**Try it**
Restate each of the lines given below, word for word.

**Recorded information**
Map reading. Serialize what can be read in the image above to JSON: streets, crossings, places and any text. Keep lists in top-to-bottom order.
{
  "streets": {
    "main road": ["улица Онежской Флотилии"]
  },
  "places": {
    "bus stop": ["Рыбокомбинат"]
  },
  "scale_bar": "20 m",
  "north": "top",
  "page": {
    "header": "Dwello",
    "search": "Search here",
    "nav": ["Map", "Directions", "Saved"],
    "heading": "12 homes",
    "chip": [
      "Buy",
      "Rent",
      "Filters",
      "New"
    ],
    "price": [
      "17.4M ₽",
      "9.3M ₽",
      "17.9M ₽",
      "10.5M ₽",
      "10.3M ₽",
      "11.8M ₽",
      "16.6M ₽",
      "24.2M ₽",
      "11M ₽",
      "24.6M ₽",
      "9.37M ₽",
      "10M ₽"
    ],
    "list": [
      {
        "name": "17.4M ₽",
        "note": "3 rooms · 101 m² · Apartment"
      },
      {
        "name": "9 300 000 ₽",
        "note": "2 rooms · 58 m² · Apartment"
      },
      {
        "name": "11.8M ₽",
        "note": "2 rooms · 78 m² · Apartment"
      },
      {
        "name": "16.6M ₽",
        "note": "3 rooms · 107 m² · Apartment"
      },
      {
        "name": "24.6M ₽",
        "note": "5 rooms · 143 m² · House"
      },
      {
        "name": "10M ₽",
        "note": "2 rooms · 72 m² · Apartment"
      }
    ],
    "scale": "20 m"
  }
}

**Expected answer**
Map reading. Serialize what can be read in the image above to JSON: streets, crossings, places and any text. Keep lists in top-to-bottom order.
{
  "streets": {
    "main road": ["улица Онежской Флотилии"]
  },
  "places": {
    "bus stop": ["Рыбокомбинат"]
  },
  "scale_bar": "20 m",
  "north": "top",
  "page": {
    "header": "Dwello",
    "search": "Search here",
    "nav": ["Map", "Directions", "Saved"],
    "heading": "12 homes",
    "chip": [
      "Buy",
      "Rent",
      "Filters",
      "New"
    ],
    "price": [
      "17.4M ₽",
      "9.3M ₽",
      "17.9M ₽",
      "10.5M ₽",
      "10.3M ₽",
      "11.8M ₽",
      "16.6M ₽",
      "24.2M ₽",
      "11M ₽",
      "24.6M ₽",
      "9.37M ₽",
      "10M ₽"
    ],
    "list": [
      {
        "name": "17.4M ₽",
        "note": "3 rooms · 101 m² · Apartment"
      },
      {
        "name": "9 300 000 ₽",
        "note": "2 rooms · 58 m² · Apartment"
      },
      {
        "name": "11.8M ₽",
        "note": "2 rooms · 78 m² · Apartment"
      },
      {
        "name": "16.6M ₽",
        "note": "3 rooms · 107 m² · Apartment"
      },
      {
        "name": "24.6M ₽",
        "note": "5 rooms · 143 m² · House"
      },
      {
        "name": "10M ₽",
        "note": "2 rooms · 72 m² · Apartment"
      }
    ],
    "scale": "20 m"
  }
}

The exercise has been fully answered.